Fear is one of those nasty psychological levers that's also given advertising and marketing a bad name. It's used in more subtle ways, of course. It used to be fear of what the neighbours might think, fear of not keeping up with the Joneses, fear of being a failure.

Fear of problems you didn't even know you had.

These days it's fear of everything from not being popular enough on social media, through to saying or doing the wrong thing regarding social issues, through to completely ruining the planet for future generations due to lazy, selfish and thoughtless behaviour. On top of all the other fears.

A lot of this fear ballyhoo must come from the culture and worldview that pervades many organisations (maybe more so during these times, when people are genuinely frightened for their livelihoods). The acronym  of the VUCA world is still very much in evidence - as well as the advice on how to arm yourself against it via the alternative VUCA (Vision, Understanding, Clarity & Agility)

Sensible advice. And yet, it all still feels like there's a war on, that everyone is in mortal danger, that we need strong generals and superior firepower. I recently read Empire of the Sun, and the way that young Jim manages to survive the war in the internment camp is to relish it. I thought about my own spin on VUCA here, where volatile becomes spontaneous, uncertainty becomes surprise, complex becomes diverse and ambiguous becomes enigmatic.

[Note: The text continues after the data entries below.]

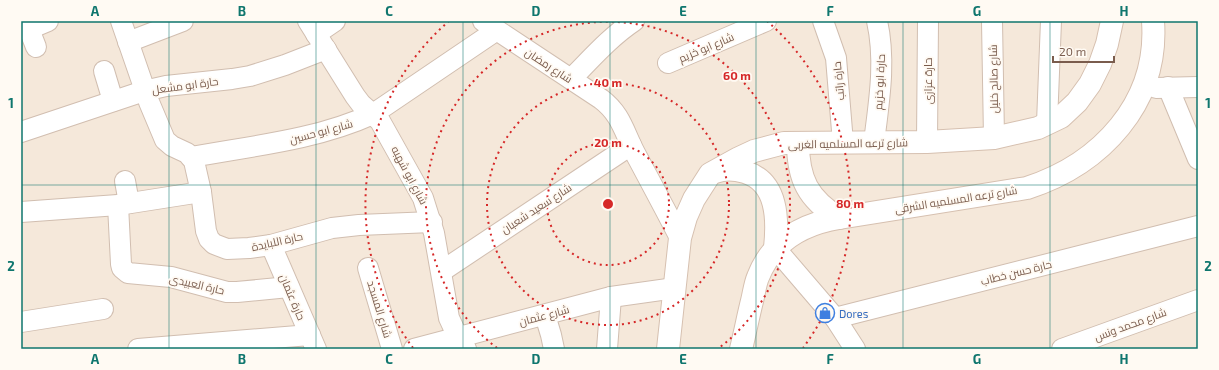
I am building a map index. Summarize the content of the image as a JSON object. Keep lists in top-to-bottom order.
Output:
{
  "streets": {
    "street": [
      "شارع ابو خزيم",
      "شارع رمضان",
      "شارع صالح خليل",
      "حارة راتب",
      "حارة عزازى",
      "حارة ابو خزيم",
      "حارة ابو مشعل",
      "شارع ابو حسين",
      "شارع ترعه المسلميه الغربى",
      "شارع ابو شهبه",
      "شارع ترعه المسلميه الشرقى",
      "شارع سعيد شعبان",
      "حارة اللبايدة",
      "حارة حسن خطاب",
      "حارة العبيدى",
      "حارة عثمان",
      "شارع المسجد",
      "شارع عثمان",
      "شارع محمد ونس"
    ]
  },
  "crossings": [
    ["شارع رمضان", "شارع ابو حسين"],
    ["شارع رمضان", "شارع ترعه المسلميه الغربى"],
    ["شارع رمضان", "شارع سعيد شعبان"],
    ["شارع صالح خليل", "شارع ترعه المسلميه الغربى"],
    ["حارة راتب", "شارع ترعه المسلميه الغربى"],
    ["حارة عزازى", "شارع ترعه المسلميه الغربى"],
    ["حارة ابو خزيم", "شارع ترعه المسلميه الغربى"],
    ["حارة ابو مشعل", "شارع ابو شهبه"],
    ["شارع ابو حسين", "شارع ابو شهبه"],
    ["شارع ابو حسين", "حارة اللبايدة"],
    ["شارع ترعه المسلميه الغربى", "شارع عثمان"],
    ["شارع ابو شهبه", "شارع سعيد شعبان"],
    ["شارع ابو شهبه", "حارة اللبايدة"],
    ["شارع ابو شهبه", "شارع عثمان"],
    ["حارة اللبايدة", "حارة عثمان"],
    ["حارة العبيدى", "حارة عثمان"]
  ],
  "places": {
    "shop": ["Dores"]
  },
  "scale_bar": "20 m",
  "grid": {
    "columns": [
      "A",
      "B",
      "C",
      "D",
      "E",
      "F",
      "G",
      "H"
    ],
    "rows": ["1", "2"]
  },
  "rings": [
    "60 m",
    "40 m",
    "20 m",
    "80 m"
  ]
}
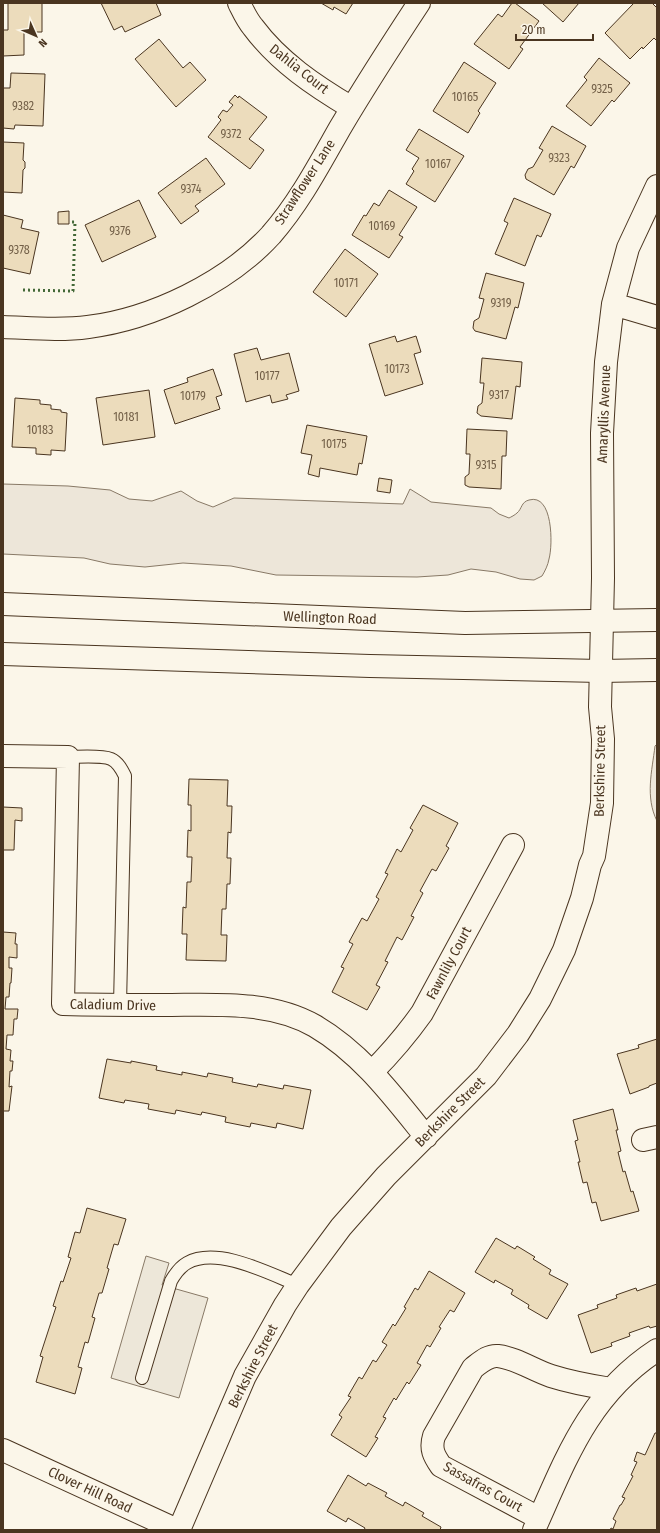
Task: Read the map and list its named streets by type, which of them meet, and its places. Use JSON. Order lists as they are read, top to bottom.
{
  "streets": {
    "street": [
      "Dahlia Court",
      "Strawflower Lane",
      "Amaryllis Avenue",
      "Wellington Road",
      "Berkshire Street",
      "Fawnlily Court",
      "Caladium Drive",
      "Sassafras Court",
      "Clover Hill Road"
    ]
  },
  "crossings": [
    ["Dahlia Court", "Strawflower Lane"],
    ["Amaryllis Avenue", "Wellington Road"],
    ["Amaryllis Avenue", "Berkshire Street"],
    ["Berkshire Street", "Caladium Drive"],
    ["Berkshire Street", "Clover Hill Road"],
    ["Fawnlily Court", "Caladium Drive"]
  ],
  "house_numbers": [
    "9325",
    "10165",
    "9382",
    "9372",
    "9323",
    "10167",
    "9374",
    "10169",
    "9376",
    "9378",
    "10171",
    "9319",
    "10173",
    "10177",
    "9317",
    "10179",
    "10181",
    "10183",
    "10175",
    "9315"
  ],
  "scale_bar": "20 m",
  "north": "bottom right"
}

Should we be taking it as a given that uncertainty is always bad?

As C.G.Jung put it,

…I had the feeling that I had pushed to the brink of the world; what was of burning interest to me was null and void for others, and even a cause for dread. Dread of what? I could find no explanation for this. After all, there was nothing preposterous or world-shaking in the idea that there might be events which overstepped the limited categories of space, time and causality.